Seven were US emergency responders, including six members of the US military; three were Haitian residents who travelled to the United States, including one adoptee; and one was a "US traveller."

Haiti reports 30,000 confirmed cases of malaria each year to the Pan American Health Organization, but the real incidence of the mosquito-borne illness is probably as high as 200,000 cases, the CDC report said.

Against the backdrop of those worries, governments and organizations are trying to come up with a joint, coordinated international strategy to get Haiti's economy and society functioning again.

The core nations involved are Brazil, Canada, France, Spain and the United States, in conjunction with the European Union, the World Bank, the International Monetary Fund, the United Nations and the Inter-American Development Bank.

French Foreign Minister Bernard Kouchner, speaking to reporters in Paris on Thursday, said he hoped the plan would be forged with Haitian government input in time for a big international conference in New York on March 31.

But, he admitted, "all that is not easy."

A small meeting to prepare for the New York gathering will be held March 12 in the Dominican Republic, a French government official involved in Haiti's reconstruction, Pierre Duquesne, said.

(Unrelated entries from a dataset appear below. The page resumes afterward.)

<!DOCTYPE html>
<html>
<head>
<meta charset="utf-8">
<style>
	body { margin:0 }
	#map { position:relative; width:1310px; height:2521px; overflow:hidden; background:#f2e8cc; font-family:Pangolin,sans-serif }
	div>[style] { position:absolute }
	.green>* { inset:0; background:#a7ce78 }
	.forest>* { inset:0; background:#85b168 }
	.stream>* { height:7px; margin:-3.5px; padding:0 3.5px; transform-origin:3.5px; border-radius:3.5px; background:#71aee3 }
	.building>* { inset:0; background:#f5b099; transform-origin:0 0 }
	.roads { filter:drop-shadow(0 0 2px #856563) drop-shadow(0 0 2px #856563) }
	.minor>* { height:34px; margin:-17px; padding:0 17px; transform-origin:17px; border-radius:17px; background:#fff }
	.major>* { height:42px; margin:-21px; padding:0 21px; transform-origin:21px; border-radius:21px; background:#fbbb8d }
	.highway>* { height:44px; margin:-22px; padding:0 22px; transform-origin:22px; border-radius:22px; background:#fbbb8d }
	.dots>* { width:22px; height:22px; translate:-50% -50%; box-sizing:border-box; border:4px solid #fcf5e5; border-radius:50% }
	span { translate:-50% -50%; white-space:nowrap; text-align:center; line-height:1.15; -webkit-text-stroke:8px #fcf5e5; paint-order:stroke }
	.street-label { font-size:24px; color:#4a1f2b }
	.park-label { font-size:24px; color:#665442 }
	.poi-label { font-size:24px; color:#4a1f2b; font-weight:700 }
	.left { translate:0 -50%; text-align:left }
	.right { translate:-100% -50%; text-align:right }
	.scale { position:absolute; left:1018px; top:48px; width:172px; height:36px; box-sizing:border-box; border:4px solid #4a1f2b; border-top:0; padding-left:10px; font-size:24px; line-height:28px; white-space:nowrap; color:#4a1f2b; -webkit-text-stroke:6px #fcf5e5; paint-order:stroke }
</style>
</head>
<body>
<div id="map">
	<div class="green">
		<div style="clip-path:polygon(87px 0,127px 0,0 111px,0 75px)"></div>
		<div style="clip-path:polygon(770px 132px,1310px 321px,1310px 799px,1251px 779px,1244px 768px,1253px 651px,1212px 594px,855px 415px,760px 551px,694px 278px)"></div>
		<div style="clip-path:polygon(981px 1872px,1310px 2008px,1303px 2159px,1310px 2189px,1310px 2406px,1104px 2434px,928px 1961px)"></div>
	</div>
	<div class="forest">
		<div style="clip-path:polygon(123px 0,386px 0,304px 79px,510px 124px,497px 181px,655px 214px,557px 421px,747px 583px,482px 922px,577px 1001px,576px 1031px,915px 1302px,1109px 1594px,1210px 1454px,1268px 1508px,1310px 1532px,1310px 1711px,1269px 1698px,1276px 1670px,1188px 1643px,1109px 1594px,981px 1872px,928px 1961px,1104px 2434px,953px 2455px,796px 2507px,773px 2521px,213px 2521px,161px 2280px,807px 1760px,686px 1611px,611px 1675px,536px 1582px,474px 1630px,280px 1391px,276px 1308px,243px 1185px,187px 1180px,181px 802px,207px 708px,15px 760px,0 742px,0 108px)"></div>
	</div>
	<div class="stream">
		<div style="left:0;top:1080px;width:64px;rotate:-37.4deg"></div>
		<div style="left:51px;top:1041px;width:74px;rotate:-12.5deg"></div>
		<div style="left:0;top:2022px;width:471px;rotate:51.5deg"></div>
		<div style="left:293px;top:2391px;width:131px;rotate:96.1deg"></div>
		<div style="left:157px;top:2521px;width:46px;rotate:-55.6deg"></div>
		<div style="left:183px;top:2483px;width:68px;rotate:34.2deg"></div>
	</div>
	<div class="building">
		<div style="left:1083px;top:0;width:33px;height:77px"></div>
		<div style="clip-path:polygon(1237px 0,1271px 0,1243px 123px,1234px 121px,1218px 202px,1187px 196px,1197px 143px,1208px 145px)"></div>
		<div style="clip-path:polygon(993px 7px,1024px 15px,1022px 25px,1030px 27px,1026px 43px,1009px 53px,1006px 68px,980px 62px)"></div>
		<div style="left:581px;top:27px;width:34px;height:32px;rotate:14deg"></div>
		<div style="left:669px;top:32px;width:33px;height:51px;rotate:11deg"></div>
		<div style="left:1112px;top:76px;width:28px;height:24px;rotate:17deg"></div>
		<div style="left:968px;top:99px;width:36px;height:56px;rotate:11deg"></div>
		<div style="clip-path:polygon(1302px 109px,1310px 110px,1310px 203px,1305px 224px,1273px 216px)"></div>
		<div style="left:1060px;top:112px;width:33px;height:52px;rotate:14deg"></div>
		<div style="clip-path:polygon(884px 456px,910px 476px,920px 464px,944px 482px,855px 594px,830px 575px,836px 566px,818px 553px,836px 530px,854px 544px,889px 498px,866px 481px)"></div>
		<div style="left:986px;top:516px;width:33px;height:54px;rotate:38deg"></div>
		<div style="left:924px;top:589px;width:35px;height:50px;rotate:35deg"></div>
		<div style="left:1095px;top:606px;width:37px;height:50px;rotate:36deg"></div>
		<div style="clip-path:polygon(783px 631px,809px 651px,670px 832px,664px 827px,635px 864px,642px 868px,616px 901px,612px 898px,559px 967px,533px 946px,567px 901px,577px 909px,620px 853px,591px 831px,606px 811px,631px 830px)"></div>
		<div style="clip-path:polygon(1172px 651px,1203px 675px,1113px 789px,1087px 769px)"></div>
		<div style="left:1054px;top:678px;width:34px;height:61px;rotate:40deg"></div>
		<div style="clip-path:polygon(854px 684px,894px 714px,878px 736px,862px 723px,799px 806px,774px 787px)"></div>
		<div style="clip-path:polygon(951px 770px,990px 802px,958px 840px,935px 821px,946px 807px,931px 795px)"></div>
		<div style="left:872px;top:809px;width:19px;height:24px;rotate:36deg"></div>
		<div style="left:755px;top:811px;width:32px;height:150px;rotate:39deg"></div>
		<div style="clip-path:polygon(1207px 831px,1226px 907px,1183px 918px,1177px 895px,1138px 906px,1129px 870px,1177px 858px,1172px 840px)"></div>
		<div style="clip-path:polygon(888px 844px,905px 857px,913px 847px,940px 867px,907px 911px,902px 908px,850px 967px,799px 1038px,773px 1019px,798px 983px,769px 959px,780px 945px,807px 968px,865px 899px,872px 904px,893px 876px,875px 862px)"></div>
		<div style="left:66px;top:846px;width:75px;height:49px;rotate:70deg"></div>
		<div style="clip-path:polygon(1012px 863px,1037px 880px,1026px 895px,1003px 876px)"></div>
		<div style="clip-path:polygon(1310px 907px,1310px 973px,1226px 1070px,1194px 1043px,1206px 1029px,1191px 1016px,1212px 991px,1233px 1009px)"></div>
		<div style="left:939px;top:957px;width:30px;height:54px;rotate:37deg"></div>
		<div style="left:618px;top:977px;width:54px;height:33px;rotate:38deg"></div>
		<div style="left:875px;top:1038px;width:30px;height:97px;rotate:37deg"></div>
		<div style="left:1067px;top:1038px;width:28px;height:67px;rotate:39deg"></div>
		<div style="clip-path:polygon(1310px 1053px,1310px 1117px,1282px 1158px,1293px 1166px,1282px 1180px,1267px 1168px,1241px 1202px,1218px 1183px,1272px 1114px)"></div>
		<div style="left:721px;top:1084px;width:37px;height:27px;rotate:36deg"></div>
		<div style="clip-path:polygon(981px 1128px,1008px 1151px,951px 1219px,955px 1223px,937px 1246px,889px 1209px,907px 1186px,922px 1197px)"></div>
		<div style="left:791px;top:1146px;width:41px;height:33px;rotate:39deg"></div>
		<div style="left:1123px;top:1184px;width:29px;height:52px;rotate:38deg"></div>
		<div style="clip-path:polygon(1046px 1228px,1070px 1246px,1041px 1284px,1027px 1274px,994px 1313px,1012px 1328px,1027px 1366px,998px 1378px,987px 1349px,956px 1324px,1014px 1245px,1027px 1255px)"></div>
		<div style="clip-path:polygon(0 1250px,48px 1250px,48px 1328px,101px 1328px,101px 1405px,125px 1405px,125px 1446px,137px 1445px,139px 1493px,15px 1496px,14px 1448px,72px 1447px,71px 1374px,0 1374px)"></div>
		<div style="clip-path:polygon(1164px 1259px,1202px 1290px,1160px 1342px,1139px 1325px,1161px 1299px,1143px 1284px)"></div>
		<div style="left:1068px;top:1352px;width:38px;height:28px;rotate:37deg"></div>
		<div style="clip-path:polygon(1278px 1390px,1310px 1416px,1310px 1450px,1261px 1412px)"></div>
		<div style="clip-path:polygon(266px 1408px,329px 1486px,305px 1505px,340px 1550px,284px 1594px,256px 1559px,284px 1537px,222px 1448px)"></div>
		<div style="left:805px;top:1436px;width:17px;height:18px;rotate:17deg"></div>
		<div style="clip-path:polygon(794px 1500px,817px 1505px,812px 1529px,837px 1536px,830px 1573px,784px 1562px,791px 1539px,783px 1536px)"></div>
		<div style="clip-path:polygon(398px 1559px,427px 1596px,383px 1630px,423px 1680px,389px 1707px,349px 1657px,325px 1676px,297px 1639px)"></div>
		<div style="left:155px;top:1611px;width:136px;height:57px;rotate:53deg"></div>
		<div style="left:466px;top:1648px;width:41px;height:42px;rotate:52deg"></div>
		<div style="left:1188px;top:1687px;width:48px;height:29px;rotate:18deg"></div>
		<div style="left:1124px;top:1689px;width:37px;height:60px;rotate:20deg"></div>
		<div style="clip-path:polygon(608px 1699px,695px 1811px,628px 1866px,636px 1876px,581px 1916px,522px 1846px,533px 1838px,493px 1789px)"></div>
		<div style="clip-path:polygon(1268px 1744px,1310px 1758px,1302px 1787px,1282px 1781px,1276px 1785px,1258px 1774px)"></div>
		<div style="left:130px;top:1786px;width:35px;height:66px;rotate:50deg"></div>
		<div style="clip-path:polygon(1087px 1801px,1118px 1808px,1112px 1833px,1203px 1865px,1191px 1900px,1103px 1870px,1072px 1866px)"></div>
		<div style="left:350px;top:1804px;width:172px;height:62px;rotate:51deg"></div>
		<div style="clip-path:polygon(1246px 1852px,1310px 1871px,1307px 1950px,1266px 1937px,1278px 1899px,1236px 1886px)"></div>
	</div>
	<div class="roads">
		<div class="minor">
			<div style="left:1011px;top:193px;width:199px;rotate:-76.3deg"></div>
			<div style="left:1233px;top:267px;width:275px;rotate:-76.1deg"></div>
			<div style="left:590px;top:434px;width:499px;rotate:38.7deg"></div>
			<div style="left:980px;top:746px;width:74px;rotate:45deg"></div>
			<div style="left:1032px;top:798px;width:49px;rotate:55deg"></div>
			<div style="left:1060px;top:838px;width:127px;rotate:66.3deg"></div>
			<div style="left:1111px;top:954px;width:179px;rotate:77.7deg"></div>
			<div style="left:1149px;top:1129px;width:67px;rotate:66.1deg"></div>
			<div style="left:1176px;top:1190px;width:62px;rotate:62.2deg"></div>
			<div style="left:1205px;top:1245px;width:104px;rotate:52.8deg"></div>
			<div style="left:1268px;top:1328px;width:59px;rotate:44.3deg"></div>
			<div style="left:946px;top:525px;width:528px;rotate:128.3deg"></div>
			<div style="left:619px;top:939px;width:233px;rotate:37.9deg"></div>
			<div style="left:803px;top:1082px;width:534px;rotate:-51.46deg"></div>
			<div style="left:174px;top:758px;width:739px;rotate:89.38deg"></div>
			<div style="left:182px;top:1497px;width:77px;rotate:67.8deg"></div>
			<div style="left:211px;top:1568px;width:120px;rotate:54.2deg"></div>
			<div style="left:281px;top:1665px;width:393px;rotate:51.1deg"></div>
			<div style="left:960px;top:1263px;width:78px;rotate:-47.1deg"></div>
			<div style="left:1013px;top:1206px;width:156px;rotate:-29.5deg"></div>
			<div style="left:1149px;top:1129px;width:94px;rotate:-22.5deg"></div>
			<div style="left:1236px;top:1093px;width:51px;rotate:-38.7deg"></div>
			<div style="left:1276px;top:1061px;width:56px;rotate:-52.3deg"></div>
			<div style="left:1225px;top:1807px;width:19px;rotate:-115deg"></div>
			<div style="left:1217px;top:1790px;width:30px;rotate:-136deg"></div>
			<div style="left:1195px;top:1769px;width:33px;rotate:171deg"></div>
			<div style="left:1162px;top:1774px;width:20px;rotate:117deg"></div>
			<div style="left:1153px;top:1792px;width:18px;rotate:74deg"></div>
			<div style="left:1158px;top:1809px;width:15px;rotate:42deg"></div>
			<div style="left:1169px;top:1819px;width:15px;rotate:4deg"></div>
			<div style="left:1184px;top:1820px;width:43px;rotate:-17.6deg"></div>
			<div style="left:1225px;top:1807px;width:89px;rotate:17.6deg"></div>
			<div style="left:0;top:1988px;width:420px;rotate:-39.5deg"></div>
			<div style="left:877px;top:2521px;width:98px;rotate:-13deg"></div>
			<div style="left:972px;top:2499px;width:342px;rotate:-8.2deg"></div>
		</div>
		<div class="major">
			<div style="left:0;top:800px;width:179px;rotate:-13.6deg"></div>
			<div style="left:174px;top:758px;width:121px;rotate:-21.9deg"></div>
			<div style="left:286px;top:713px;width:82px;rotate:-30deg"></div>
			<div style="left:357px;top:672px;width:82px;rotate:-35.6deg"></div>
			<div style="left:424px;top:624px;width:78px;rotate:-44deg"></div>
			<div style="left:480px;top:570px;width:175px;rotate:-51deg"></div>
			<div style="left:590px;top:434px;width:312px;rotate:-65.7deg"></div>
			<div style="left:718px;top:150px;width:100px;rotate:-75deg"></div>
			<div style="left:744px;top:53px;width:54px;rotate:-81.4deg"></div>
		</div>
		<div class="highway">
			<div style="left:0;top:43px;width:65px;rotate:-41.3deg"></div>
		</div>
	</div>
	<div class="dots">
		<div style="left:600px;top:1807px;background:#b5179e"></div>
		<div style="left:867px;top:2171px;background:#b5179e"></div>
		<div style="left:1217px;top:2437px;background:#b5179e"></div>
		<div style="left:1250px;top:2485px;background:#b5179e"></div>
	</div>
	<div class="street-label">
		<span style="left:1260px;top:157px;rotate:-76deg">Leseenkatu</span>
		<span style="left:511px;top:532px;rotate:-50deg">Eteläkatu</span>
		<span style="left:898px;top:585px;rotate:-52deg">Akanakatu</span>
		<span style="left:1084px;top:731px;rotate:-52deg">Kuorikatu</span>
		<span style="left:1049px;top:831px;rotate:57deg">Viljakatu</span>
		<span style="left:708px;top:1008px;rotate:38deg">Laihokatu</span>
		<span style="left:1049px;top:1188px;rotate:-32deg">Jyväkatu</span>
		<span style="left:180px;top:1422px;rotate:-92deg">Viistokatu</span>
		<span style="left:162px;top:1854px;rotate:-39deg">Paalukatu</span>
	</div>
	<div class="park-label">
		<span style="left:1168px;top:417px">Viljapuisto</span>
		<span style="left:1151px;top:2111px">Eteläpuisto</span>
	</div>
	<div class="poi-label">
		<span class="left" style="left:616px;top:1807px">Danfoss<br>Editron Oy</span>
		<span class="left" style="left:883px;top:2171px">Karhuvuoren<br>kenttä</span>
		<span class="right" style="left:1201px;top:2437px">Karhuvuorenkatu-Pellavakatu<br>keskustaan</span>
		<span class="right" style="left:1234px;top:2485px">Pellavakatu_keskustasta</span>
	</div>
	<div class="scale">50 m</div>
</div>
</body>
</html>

On March 15, a business meeting will take place in Haiti under the aegis of the Inter-American Development Bank.

That will be followed the next day by a meeting of the core countries and organizations in another location, then on March 17 by a larger grouping of 40 to 50 countries.

On March 22, in Washington, the Haitian diaspora will hold talks.

On March 23, two other, separate meetings will be held, one in the French Caribbean island of Martinique and the other in Brussels.